::: Data supplied
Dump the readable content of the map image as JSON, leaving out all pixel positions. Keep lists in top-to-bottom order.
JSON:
::::::
::: Data supplied
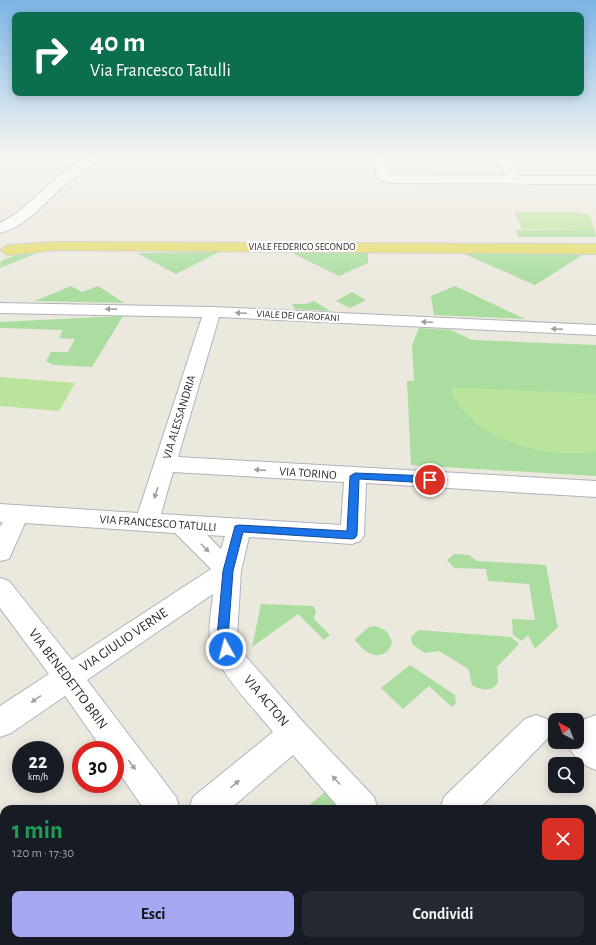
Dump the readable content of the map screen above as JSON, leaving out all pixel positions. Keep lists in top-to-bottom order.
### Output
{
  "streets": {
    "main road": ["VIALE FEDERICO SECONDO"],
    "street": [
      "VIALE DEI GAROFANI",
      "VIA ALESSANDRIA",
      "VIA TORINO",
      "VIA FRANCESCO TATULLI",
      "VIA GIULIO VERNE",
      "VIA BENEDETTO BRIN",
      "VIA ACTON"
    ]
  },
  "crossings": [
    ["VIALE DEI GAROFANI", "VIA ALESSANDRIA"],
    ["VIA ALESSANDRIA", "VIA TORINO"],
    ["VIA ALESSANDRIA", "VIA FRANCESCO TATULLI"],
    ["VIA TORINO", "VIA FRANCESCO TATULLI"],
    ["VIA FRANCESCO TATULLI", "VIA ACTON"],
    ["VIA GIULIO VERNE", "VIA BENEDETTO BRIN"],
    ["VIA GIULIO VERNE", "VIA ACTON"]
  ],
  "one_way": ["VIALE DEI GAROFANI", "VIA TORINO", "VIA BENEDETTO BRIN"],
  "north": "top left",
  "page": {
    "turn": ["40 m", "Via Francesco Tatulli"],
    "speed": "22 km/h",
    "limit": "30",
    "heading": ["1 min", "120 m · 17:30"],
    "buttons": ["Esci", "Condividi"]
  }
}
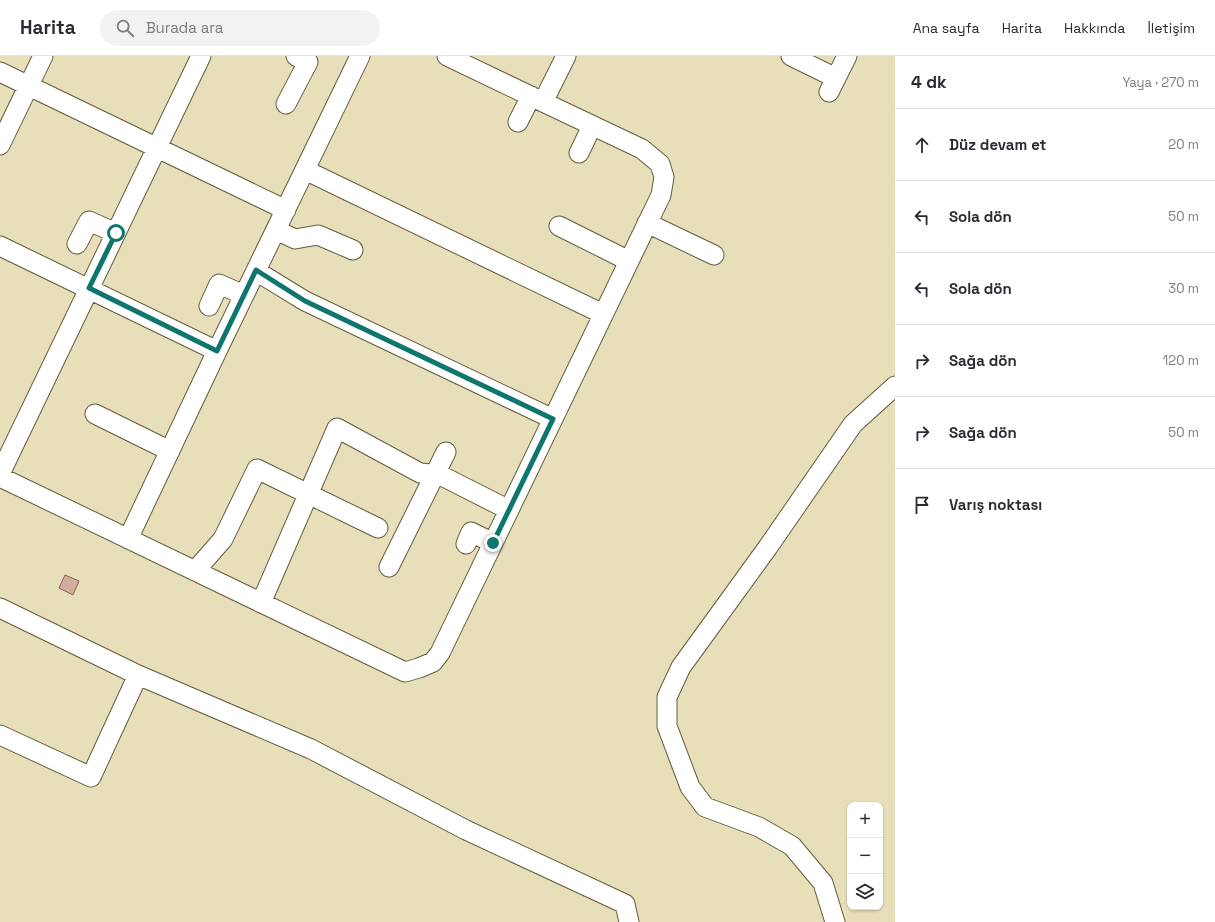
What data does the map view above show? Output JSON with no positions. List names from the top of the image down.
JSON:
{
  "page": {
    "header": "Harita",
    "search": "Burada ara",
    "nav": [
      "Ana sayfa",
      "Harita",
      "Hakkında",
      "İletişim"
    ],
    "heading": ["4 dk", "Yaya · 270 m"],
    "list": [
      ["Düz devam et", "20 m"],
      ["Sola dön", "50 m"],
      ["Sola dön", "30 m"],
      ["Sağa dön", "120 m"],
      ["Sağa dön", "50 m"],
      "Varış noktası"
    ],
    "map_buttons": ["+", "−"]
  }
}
::::::
Prompt
Gather each line in the data that holds the string "Keep".

Exercise solution
Dump the readable content of the map image as JSON, leaving out all pixel positions. Keep lists in top-to-bottom order.
Dump the readable content of the map screen above as JSON, leaving out all pixel positions. Keep lists in top-to-bottom order.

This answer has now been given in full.